Handle customer engagement and manager-rating questions
Company: Scale AI
Role: Machine Learning Engineer
Category: Behavioral & Leadership
Difficulty: easy
Interview Round: Onsite
In a behavioral round focused on **customer engagement / leadership principles**, you are asked questions like:
- “Tell me about a time you worked directly with a customer or stakeholder who had strong opinions. How did you handle disagreements and drive an outcome?”
- “What is your current manager’s name, and what score (e.g., 1–10) do you think they would give you? Why?”
Answer as if in an interview:
- Provide one concrete customer-engagement story.
- Explain how you would respond professionally to the manager-name / manager-rating question without sounding evasive.
- Include what you learned and what you would do differently next time.
Quick Answer: This question evaluates stakeholder management, leadership principles, conflict-resolution skills, and self-awareness, emphasizing interpersonal communication, influence, and accountability.
Solution
### 1) Build a strong customer-engagement story (STAR + metrics)
Use **STAR** (Situation, Task, Action, Result) and make the “customer” real (internal or external) with clear stakes.
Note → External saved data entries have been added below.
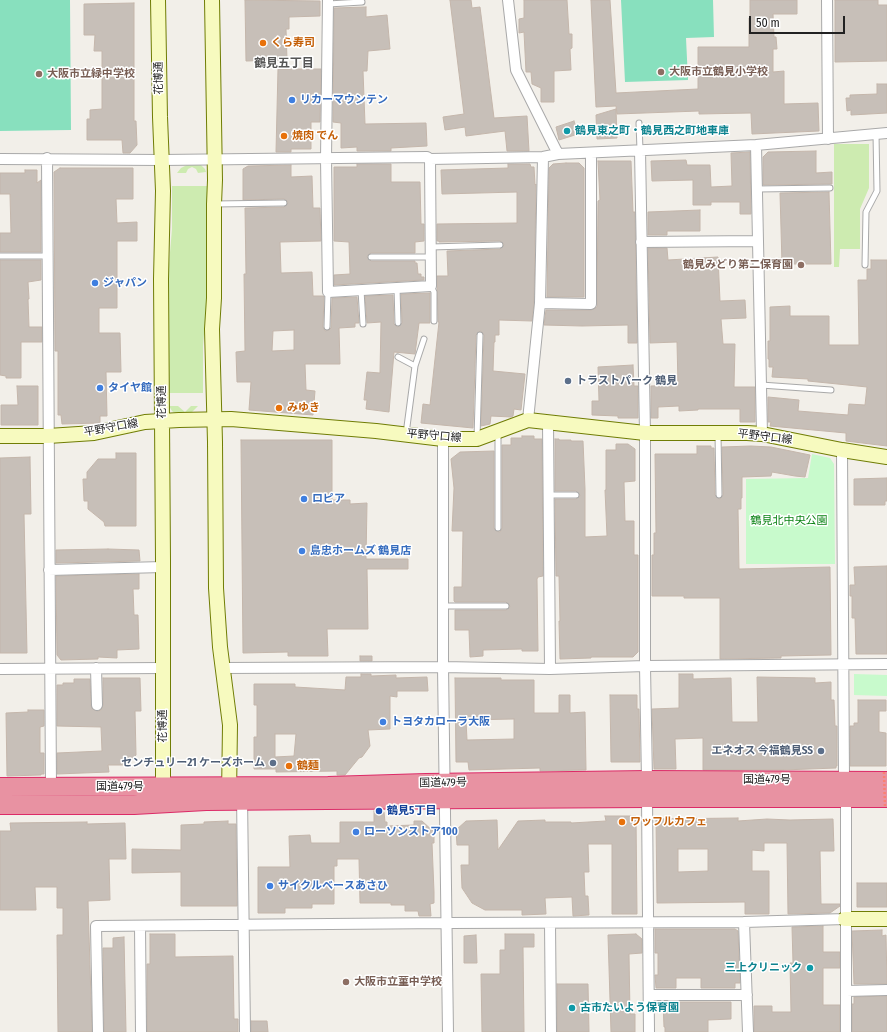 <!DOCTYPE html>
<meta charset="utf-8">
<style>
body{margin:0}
#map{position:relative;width:887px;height:1032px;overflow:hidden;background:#f2efe9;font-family:"Fira Sans Condensed",sans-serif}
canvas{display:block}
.scale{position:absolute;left:749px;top:16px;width:96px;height:18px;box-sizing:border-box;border:2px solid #222;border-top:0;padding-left:5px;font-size:12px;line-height:14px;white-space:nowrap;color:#222;-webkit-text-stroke:3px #fff;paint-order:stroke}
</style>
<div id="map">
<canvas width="887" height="1032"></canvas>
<div class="scale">50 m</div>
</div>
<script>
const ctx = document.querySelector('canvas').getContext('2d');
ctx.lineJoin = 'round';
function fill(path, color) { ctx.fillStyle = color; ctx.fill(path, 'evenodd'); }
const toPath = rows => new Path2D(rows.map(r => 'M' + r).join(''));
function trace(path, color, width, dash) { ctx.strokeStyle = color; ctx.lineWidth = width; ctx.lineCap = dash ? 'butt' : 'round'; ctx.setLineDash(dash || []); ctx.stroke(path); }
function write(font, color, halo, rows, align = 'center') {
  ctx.font = font + ' "Fira Sans Condensed","Noto Sans JP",sans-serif'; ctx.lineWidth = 3; ctx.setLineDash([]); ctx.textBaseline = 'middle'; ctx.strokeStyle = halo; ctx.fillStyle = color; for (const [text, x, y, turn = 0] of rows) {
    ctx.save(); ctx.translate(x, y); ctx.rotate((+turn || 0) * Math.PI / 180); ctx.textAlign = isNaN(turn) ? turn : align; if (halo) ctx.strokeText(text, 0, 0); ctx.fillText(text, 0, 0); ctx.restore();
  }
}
const grass = toPath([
 [834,144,869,144,869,188,860,209,860,249,840,249,839,267,834,267],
 [189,164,200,164,205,169,206,172,198,173,196,169,192,167,188,169,186,173,177,173,181,168],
 [172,186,207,186,207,298,203,346,203,393,168,393,168,276,172,229],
 [169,406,178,406,185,412,191,406,198,406,192,412,186,414,176,414,172,411]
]);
const park = toPath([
 [812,454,830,458,834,464,835,564,746,564,746,479,808,478],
 [854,674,887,675,887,696,854,695]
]);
const pitch = toPath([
 [0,0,70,0,71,130,0,131],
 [621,0,713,0,714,37,686,38,688,80,625,82]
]);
const building = toPath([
 [245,0,320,1,320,16,289,17,289,29,286,29,287,60,246,61,245,0],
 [450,0,471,0,472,8,480,7,494,118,527,116,529,151,507,151,505,131,466,136,465,127,445,130,443,117,464,114,450,0],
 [524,0,567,0,569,34,572,34,572,48,570,49,571,70,554,71,554,102,541,102,541,88,532,84,531,72,526,72,524,32,519,33,519,19,524,18,524,0],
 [591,0,610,0,616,93,698,89,698,47,749,47,749,18,750,18,750,0,797,0,797,14,773,14,774,37,776,37,777,49,773,49,773,72,784,71,784,104,818,103,819,131,752,134,751,113,699,114,699,111,617,114,616,106,596,107,591,0],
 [835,0,878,0,878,5,887,5,887,61,835,62,835,0],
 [134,3,134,121,136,121,137,145,130,153,123,153,122,140,87,140,87,119,90,119,90,110,102,109,102,51,94,51,95,35,84,35,84,4,134,3],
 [366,7,366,17,387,15,390,49,368,51,367,71,363,71,365,124,426,123,427,146,391,148,391,151,357,151,357,147,341,148,341,123,333,122,334,8,366,7],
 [278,69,321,69,320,122,311,122,311,149,291,149,291,152,276,152,278,69],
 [877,84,887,84,887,113,851,115,851,110,847,111,846,98,850,98,850,95,877,94,877,84],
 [616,109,617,138,597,139,596,115,616,109],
 [574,121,578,134,559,140,556,127,574,121],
 [816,151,816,173,832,172,832,184,763,185,763,157,768,152,816,151],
 [750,152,751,214,740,214,740,202,711,202,711,205,693,205,693,180,652,181,651,161,686,160,687,165,710,165,711,187,732,186,731,153,750,152],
 [598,161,631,161,633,212,635,212,637,343,628,343,628,325,582,326,544,325,546,310,591,310,597,307,598,201,600,200,598,161],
 [566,163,579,163,584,168,584,297,547,297,549,168,553,164,566,163],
 [357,164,391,164,391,182,420,182,421,224,424,224,424,241,415,242,415,253,371,253,368,255,367,257,371,261,415,261,415,263,417,263,418,274,421,274,421,277,424,277,424,280,334,285,334,275,350,274,349,242,334,241,334,167,357,167,357,164],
 [508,164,530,164,531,167,534,167,535,185,536,184,534,303,532,321,499,320,499,335,495,335,495,342,494,342,493,371,525,374,521,410,514,409,513,416,511,417,491,416,490,424,481,426,484,335,482,332,480,331,476,335,473,428,421,423,423,404,430,405,439,322,438,322,437,276,448,276,447,251,500,249,504,245,503,243,500,241,439,242,439,241,437,241,437,224,517,223,517,192,442,194,441,170,508,168,508,164],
 [291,165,291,177,312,176,313,208,320,208,321,241,280,242,281,273,312,272,313,296,323,296,324,297,323,327,325,331,329,330,331,328,332,298,357,297,359,323,355,323,355,327,339,328,340,364,305,364,306,390,315,391,313,415,249,410,251,382,237,382,236,352,245,351,244,274,246,274,245,208,284,207,288,203,287,201,284,199,243,200,243,169,248,166,291,165],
 [294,330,294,350,272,351,273,331,294,330],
 [60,168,133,168,133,199,116,199,117,223,137,222,137,241,117,241,117,308,99,308,99,333,120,333,121,372,106,372,107,416,100,416,100,423,62,424,61,415,58,415,58,351,55,351,54,172,60,168],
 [25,170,37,170,37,183,41,180,41,252,0,252,0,233,11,233,10,194,0,194,0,173,25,173,25,170],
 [829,192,831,264,782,264,780,193,829,192],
 [700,210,700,231,667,231,667,235,648,235,648,212,700,210],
 [648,248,667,248,668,260,718,257,720,301,745,300,746,318,721,319,723,344,735,344,734,387,755,387,755,422,740,422,740,409,698,409,698,410,679,411,679,406,658,407,658,418,651,418,651,386,678,385,677,342,650,343,648,248],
 [0,260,41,260,41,280,28,282,29,299,28,299,29,327,42,327,42,342,21,342,21,378,6,378,6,376,0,375,0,260],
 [871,260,887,260,887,446,846,441,846,433,770,426,771,422,768,422,768,397,799,400,798,411,848,415,849,404,865,405,867,387,808,381,808,379,772,377,773,367,769,367,769,359,768,359,768,341,770,341,770,307,790,306,790,316,829,316,829,345,859,345,858,280,867,280,867,269,871,269,871,260],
 [430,293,430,323,419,323,415,354,394,352,389,412,366,409,367,400,364,400,367,372,380,373,381,322,367,323,365,296,393,295,394,324,396,326,398,327,402,323,401,294,430,293],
 [633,365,634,386,638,386,638,418,618,418,618,416,592,415,592,401,599,401,598,367,633,365],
 [17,386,38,386,38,425,1,425,1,405,18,405,17,386],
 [522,436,534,436,534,439,542,439,543,576,538,577,537,579,538,651,522,651,522,649,483,650,483,656,470,657,469,630,455,630,455,610,506,610,509,608,510,606,506,602,455,602,454,601,454,587,462,587,463,531,452,531,454,488,451,459,460,452,494,451,494,528,496,531,500,532,502,528,502,445,511,445,511,438,522,438,522,436],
 [555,439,559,439,559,440,571,440,571,441,583,441,585,489,585,537,607,536,605,490,606,490,606,450,616,450,616,444,628,444,635,449,635,481,624,482,625,521,634,521,634,555,638,555,638,652,633,657,591,657,591,658,560,659,559,621,560,621,559,576,556,576,555,499,576,499,579,497,580,495,576,491,555,491,555,439],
 [241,440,332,440,332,500,350,500,350,504,367,503,366,559,408,559,408,569,367,569,368,629,327,629,328,656,288,656,288,652,243,653,241,440],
 [697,446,711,446,711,448,714,448,715,495,719,499,721,498,723,495,722,447,751,446,771,447,810,455,805,477,795,476,772,472,771,476,742,477,742,498,741,498,741,509,738,509,739,569,830,567,831,655,781,656,781,658,720,659,720,598,684,598,684,596,652,596,652,555,654,555,654,533,656,533,655,454,697,454,697,446],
 [116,453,136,453,136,526,105,526,104,522,88,509,88,501,84,501,83,479,87,479,87,472,98,459,116,459,116,453],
 [30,457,31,514,24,514,27,653,0,653,0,458,30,457],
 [887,478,887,501,885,501,885,505,854,505,854,479,887,478],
 [108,549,139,550,140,561,56,563,56,550,108,549],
 [887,566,887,654,856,654,855,618,852,618,852,596,850,596,850,585,855,585,854,567,887,566],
 [139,574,139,589,133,589,134,615,138,615,139,649,117,650,117,658,98,657,98,659,61,660,57,655,56,576,139,574],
 [360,656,372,656,372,661,360,661,360,656],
 [361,674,371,674,371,676,396,675,396,678,427,677,428,691,397,691,397,697,390,696,390,729,368,730,370,746,362,757,359,758,345,775,337,775,337,771,276,772,276,769,254,769,254,737,257,737,257,705,254,705,254,684,295,684,295,687,345,690,346,677,361,677,361,674],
 [275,734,296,734,294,756,275,757,275,734],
 [679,674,693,674,693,679,731,678,732,722,758,722,757,677,815,678,815,683,831,682,831,700,834,700,835,726,837,726,837,766,836,766,836,768,783,770,703,770,703,738,675,739,676,769,654,769,652,709,679,708,679,674],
 [103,678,140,678,141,711,135,711,136,755,127,765,108,765,109,772,57,774,57,753,102,751,101,727,57,726,57,685,63,685,63,683,74,683,74,679,90,679,91,706,94,710,98,711,101,710,103,705,103,678],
 [455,678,501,678,501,680,534,680,534,713,559,713,559,695,570,695,570,713,585,712,586,770,540,771,540,768,469,770,468,762,456,762,455,678],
 [514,719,514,739,467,740,466,720,514,719],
 [610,695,637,695,637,709,639,709,640,762,611,762,610,695],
 [858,700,886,700,886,711,879,711,879,732,886,733,886,766,850,766,850,726,854,726,854,723,858,723,858,700],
 [28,710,44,710,44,726,40,727,40,753,44,753,44,774,41,774,41,775,7,776,6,713,28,712,28,710],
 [374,811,384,812,385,822,387,822,387,826,414,825,414,821,422,821,434,832,434,843,432,843,434,892,434,903,430,904,431,916,419,916,418,911,405,911,405,905,391,905,391,903,360,903,359,859,337,859,337,866,334,866,334,904,312,904,312,908,285,908,285,913,258,913,258,867,290,867,289,836,310,835,311,843,340,843,340,822,374,822,374,811],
 [605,816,636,816,637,914,612,914,612,844,588,844,589,872,584,872,585,896,588,896,589,915,573,916,572,897,545,898,546,914,522,915,522,910,485,910,472,903,462,888,461,865,469,865,469,845,457,845,456,830,466,821,497,820,498,850,518,821,545,820,545,822,571,822,571,823,606,821,605,816],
 [738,818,738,821,767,819,790,820,833,819,834,851,820,851,821,904,840,904,840,906,830,913,788,914,787,843,764,843,764,851,752,850,752,871,769,871,769,914,745,914,745,902,657,903,656,819,738,818],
 [678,849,708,849,708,871,678,872,678,849],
 [228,821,228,824,236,824,237,906,181,906,181,872,132,873,132,849,181,850,181,825,204,824,204,822,228,821],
 [87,822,87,824,125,823,126,859,109,859,110,900,88,901,92,1032,58,1032,57,935,63,935,63,908,57,908,57,887,35,887,36,910,0,910,0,831,11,831,10,823,87,822],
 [857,883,887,883,887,907,857,907,857,883],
 [823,926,823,952,840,952,840,968,823,968,823,1005,840,1005,840,1032,754,1032,754,1006,772,1006,772,1012,791,1012,790,963,793,963,792,927,823,926],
 [655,929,735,929,738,931,740,983,735,983,735,988,701,988,701,978,676,978,676,988,656,988,655,975,658,975,658,953,655,953,655,929],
 [882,930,882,936,886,935,887,984,854,984,852,931,882,930],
 [150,934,175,934,175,957,233,956,234,1019,238,1019,238,1032,147,1032,147,964,150,964,150,934],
 [505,934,534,934,534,947,523,947,524,1032,482,1032,481,974,500,974,500,950,505,950,505,934],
 [636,934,642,939,642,953,629,954,630,1014,635,1014,635,1032,611,1032,608,935,636,934],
 [476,935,477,963,464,963,464,936,476,935],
 [124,937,126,1032,104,1032,103,948,113,948,113,938,124,937],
 [557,984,588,984,589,1032,557,1032,557,984],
 [887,996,887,1032,852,1032,852,1004,854,1004,854,997,887,996],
 [663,1002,731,1002,731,1019,708,1020,708,1032,665,1032,665,1027,664,1027,663,1002],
 [251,1021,267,1021,268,1032,251,1032,251,1021]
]);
const lane = toPath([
 [328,4,362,2],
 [639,123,640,150],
 [757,189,830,188],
 [215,204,284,203],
 [431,247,500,245],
 [0,256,48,256],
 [371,257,431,257],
 [865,265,866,212,877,191,876,134],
 [431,286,434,292,434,321],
 [397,288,398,323],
 [361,290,363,324],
 [327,327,328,292],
 [398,357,415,366],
 [761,385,831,390],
 [498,433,498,528],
 [406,434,415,366,424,339],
 [718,434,719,495],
 [477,438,480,335],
 [549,495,576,495],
 [443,606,506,606]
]);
const street = toPath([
 [328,0,326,159,328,292,431,286,430,159],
 [508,0,516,70,558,154],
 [827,0,828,139],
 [756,145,762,434],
 [640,150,645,433,645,666,647,780],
 [47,158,51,787],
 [0,159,162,160,427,157,430,159,543,157,558,154,756,145,887,133],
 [641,242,758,241],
 [540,303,591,304,591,153],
 [528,420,540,303,543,157],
 [548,422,550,669],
 [443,439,443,667,448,1032],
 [842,450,844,780],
 [49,570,163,567],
 [96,668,97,705],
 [222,668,443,667,550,669,645,666,887,664],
 [0,669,163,668],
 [242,796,245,1032],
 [647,798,649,1032],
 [846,798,846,1032],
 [744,922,748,1032],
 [550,923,551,1032],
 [140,926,141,1032],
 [846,991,887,990],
 [649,995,747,995],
 [98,1032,96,926,447,923,744,922,845,919]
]);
const secondary = toPath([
 [158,0,160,117,163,191,161,279,163,560,163,796],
 [212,0,215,180,214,204,214,298,212,329,215,442,216,588,220,647,230,725,229,796],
 [0,436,48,436,94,433,145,422,179,420,231,419,376,431,443,439,477,439,528,420,645,433,747,433,762,434,842,450,887,457],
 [845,919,887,919]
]);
const highway = toPath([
 [0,787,328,786,426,783,647,780,887,781],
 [0,805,134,805,206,801,327,800,647,798,887,798]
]);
const pathBridge = toPath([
 [884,772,885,808]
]);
const markers = [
 [263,43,4,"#e8710a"],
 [661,72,4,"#8d6e63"],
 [39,74,4,"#8d6e63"],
 [292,100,4,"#3f7fe0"],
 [567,131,4,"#0f9aa8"],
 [284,136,4,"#e8710a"],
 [801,265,4,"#8d6e63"],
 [95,283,4,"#3f7fe0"],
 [568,381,4,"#5c6f8a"],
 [100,388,4,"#3f7fe0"],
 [279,408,4,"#e8710a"],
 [304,499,4,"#3f7fe0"],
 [302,551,4,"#3f7fe0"],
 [383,722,4,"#3f7fe0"],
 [821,751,4,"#5c6f8a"],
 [273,763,4,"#5c6f8a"],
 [289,766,4,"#e8710a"],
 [379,811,4,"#1a4fb4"],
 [622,822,4,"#e8710a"],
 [356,832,4,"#3f7fe0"],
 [270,886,4,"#3f7fe0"],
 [810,968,4,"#0f9aa8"],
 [346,982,4,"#8d6e63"],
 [572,1008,4,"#0f9aa8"]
];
const foodNames = [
 ["くら寿司",271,43],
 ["焼肉 でん",292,136],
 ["みゆき",287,408],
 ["鶴麺",297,766],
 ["ワッフルカフェ",630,822]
];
const educationNames = [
 ["大阪市立鶴見小学校",669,72],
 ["大阪市立緑中学校",47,74],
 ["鶴見みどり第二保育園",793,265,"right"],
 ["大阪市立菫中学校",354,982]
];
const streetNames = [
 ["花博通",159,78,-91],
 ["花博通",162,402,-90],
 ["平野守口線",111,428,-10],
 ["平野守口線",434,436,5],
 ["平野守口線",765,437,7],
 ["花博通",163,726,-90],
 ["国道479号",767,780],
 ["国道479号",443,783,-1],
 ["国道479号",120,787]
];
const shopNames = [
 ["リカーマウンテン",300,100],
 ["ジャパン",103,283],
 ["タイヤ館",108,388],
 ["ロピア",312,499],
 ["島忠ホームズ 鶴見店",310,551],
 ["トヨタカローラ大阪",391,722],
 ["ローソンストア100",364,832],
 ["サイクルベースあさひ",278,886]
];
const cultureNames = [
 ["鶴見東之町・鶴見西之町地車庫",575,131],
 ["三上クリニック",802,968,"right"],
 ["古市たいよう保育園",580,1008]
];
const serviceNames = [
 ["トラストパーク 鶴見",576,381,"left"],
 ["エネオス 今福鶴見SS",813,751],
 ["センチュリー21 ケーズホーム",265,763]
];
const parkNames = [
 ["鶴見北中央公園",789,521]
];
const transitNames = [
 ["鶴見5丁目",387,811]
];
const neighbourhoodNames = [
 ["鶴見五丁目",284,64]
];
fill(grass, '#cdebb0');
fill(park, '#c8facc');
fill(pitch, '#88e0be');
fill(building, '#c7bfb8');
trace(building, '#c4b6ab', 1);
trace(lane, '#a9a9a9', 7);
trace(street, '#a9a9a9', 12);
trace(secondary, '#707d05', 16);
trace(highway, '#dc2a67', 20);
trace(lane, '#fff', 5);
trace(street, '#fff', 10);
trace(secondary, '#f7fabf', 14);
trace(highway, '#e892a2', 18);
trace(pathBridge, '#fa8072', 2.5, [2, 2]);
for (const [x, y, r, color] of markers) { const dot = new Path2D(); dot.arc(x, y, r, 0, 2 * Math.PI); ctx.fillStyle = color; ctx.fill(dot); trace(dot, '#fff', 1.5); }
write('bold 11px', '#c56008', '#fff', foodNames, 'left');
write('bold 11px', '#785e54', '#fff', educationNames, 'left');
write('11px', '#222', '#fff', streetNames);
write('bold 11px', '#366cbe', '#fff', shopNames, 'left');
write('bold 11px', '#0d838f', '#fff', cultureNames, 'left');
write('bold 11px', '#4e5e75', '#fff', serviceNames, 'right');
write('11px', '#0c8416', '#fff', parkNames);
write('bold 11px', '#164399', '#fff', transitNames, 'left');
write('bold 12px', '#555', '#fff', neighbourhoodNames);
</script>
**Situation**: Who was the customer/stakeholder, what was their goal, and what was failing?
- Example: “Enterprise customer’s latency spiked from 200ms to 2s during peak hours; they threatened not to renew.”
**Task**: Your responsibility and constraints.
- “I owned the model serving pipeline; needed a fix in 2 weeks without increasing infra cost.”
**Action**: Show customer engagement behaviors.
- Align on success metrics: “P95 latency < 300ms, error rate < 0.1%.”
- Set communication cadence: “Twice-weekly sync, daily slack updates during incident.”
- Translate needs to engineering plan: prioritize, negotiate scope.
- Handle disagreement: present options and tradeoffs (time, risk, cost), and get explicit decision.
**Result**: Quantify and include customer-facing outcomes.
- “Reduced P95 to 250ms, cut GPU cost 18%, renewed contract; created runbook and SLOs.”
**Learning**: One improvement.
- “Next time I’d involve SRE earlier to avoid late surprises in load testing.”
**Pitfalls to avoid**
- Vague claims (“I communicated well”). Replace with artifacts: PRD, RFC, incident doc, dashboard.
- Making the customer sound “wrong.” Emphasize empathy and shared goals.
---
### 2) How to answer the “manager name + rating” question professionally
This question can feel intrusive. The goal is usually to probe **self-awareness, feedback culture, and relationship with leadership**. You can respond without oversharing.
#### A) Manager name
If company norms or privacy concerns make it uncomfortable, you can redirect lightly:
- “My current manager is [First Name]. I’m happy to share more context about my reporting line and responsibilities.”
If you prefer not to share names early, a neutral alternative:
- “I report to an engineering manager in the [team/org]. I can provide references when we’re at that stage of the process.”
Key: stay calm, matter-of-fact, and don’t frame it as confrontation.
#### B) “What score would your manager give you?”
Pick a credible number and justify with **specific feedback themes**.
A strong structure:
1. Give a score (not perfect): **8/10** or **8.5/10** is often believable.
2. Provide 2–3 supporting points tied to observable behavior.
3. Include 1 real growth area and how you’re addressing it.
**Example answer**
- “I think my manager would rate me around an 8/10. Strengths: I deliver reliably on ambiguous projects, I keep stakeholders aligned with regular updates, and I proactively de-risk launches with metrics and rollback plans. The main area to improve is delegating earlier—I sometimes hold onto execution too long—so I’ve been writing clearer task breakdowns and mentoring a teammate to take ownership of components.”
Why this works:
- Signals confidence without arrogance.
- Demonstrates you receive and act on feedback.
- Shows maturity about development areas.
**What not to do**
- “10/10” (often reads as low self-awareness).
- “I have no idea” (reads as low feedback engagement).
- Blaming the manager or implying politics.
---
### 3) Close with principles interviewers look for in “customer engagement”
Explicitly signal:
- **Empathy**: restate customer constraints.
- **Clarity**: define success metrics and decision points.
- **Ownership**: you drove alignment and follow-through.
- **Conflict handling**: options + tradeoffs, not arguments.
- **Integrity**: no overpromising; communicate risk early.
If you deliver one crisp STAR story + a composed answer to the rating question, you’ll cover most of what this round is trying to assess.